## Problem
The response must consist of the records below, copied exactly.

## Source data
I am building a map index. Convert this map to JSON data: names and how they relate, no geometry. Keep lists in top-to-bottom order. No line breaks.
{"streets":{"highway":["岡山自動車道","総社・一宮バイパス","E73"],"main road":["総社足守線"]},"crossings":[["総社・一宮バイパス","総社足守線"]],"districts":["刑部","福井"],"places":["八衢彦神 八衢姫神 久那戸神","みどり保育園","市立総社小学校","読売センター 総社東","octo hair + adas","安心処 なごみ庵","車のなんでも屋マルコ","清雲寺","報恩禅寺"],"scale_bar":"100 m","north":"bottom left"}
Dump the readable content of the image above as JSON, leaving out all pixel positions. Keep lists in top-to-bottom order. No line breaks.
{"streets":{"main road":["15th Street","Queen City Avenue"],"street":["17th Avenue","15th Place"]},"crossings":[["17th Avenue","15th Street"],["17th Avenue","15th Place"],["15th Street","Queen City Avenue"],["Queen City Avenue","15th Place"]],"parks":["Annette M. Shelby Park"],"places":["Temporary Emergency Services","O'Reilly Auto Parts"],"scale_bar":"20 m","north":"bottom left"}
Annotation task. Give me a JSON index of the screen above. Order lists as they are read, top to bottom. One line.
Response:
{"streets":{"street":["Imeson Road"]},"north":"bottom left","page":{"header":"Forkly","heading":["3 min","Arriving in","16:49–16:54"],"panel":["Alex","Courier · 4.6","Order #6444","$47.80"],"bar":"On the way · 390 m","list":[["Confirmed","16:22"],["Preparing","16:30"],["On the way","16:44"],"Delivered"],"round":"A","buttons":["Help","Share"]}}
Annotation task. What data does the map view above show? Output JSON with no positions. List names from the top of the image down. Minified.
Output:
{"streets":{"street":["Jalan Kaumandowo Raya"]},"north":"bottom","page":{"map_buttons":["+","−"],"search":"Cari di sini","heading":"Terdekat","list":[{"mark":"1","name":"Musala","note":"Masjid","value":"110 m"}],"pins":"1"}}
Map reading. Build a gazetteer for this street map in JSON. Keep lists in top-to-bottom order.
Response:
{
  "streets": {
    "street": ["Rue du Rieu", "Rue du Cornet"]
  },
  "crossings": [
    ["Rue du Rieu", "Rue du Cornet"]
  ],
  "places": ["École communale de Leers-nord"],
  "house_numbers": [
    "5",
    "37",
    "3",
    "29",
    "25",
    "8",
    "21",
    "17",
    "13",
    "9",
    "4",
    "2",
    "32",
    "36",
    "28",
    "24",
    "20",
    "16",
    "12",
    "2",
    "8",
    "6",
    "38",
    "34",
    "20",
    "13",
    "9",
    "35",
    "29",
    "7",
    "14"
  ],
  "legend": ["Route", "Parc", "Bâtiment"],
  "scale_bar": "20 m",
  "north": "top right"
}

## Answer for the task
I am building a map index. Convert this map to JSON data: names and how they relate, no geometry. Keep lists in top-to-bottom order. No line breaks.
{"streets":{"highway":["岡山自動車道","総社・一宮バイパス","E73"],"main road":["総社足守線"]},"crossings":[["総社・一宮バイパス","総社足守線"]],"districts":["刑部","福井"],"places":["八衢彦神 八衢姫神 久那戸神","みどり保育園","市立総社小学校","読売センター 総社東","octo hair + adas","安心処 なごみ庵","車のなんでも屋マルコ","清雲寺","報恩禅寺"],"scale_bar":"100 m","north":"bottom left"}
Dump the readable content of the image above as JSON, leaving out all pixel positions. Keep lists in top-to-bottom order. No line breaks.
{"streets":{"main road":["15th Street","Queen City Avenue"],"street":["17th Avenue","15th Place"]},"crossings":[["17th Avenue","15th Street"],["17th Avenue","15th Place"],["15th Street","Queen City Avenue"],["Queen City Avenue","15th Place"]],"parks":["Annette M. Shelby Park"],"places":["Temporary Emergency Services","O'Reilly Auto Parts"],"scale_bar":"20 m","north":"bottom left"}
Annotation task. Give me a JSON index of the screen above. Order lists as they are read, top to bottom. One line.
Response:
{"streets":{"street":["Imeson Road"]},"north":"bottom left","page":{"header":"Forkly","heading":["3 min","Arriving in","16:49–16:54"],"panel":["Alex","Courier · 4.6","Order #6444","$47.80"],"bar":"On the way · 390 m","list":[["Confirmed","16:22"],["Preparing","16:30"],["On the way","16:44"],"Delivered"],"round":"A","buttons":["Help","Share"]}}
Annotation task. What data does the map view above show? Output JSON with no positions. List names from the top of the image down. Minified.
Output:
{"streets":{"street":["Jalan Kaumandowo Raya"]},"north":"bottom","page":{"map_buttons":["+","−"],"search":"Cari di sini","heading":"Terdekat","list":[{"mark":"1","name":"Musala","note":"Masjid","value":"110 m"}],"pins":"1"}}
Map reading. Build a gazetteer for this street map in JSON. Keep lists in top-to-bottom order.
Response:
{
  "streets": {
    "street": ["Rue du Rieu", "Rue du Cornet"]
  },
  "crossings": [
    ["Rue du Rieu", "Rue du Cornet"]
  ],
  "places": ["École communale de Leers-nord"],
  "house_numbers": [
    "5",
    "37",
    "3",
    "29",
    "25",
    "8",
    "21",
    "17",
    "13",
    "9",
    "4",
    "2",
    "32",
    "36",
    "28",
    "24",
    "20",
    "16",
    "12",
    "2",
    "8",
    "6",
    "38",
    "34",
    "20",
    "13",
    "9",
    "35",
    "29",
    "7",
    "14"
  ],
  "legend": ["Route", "Parc", "Bâtiment"],
  "scale_bar": "20 m",
  "north": "top right"
}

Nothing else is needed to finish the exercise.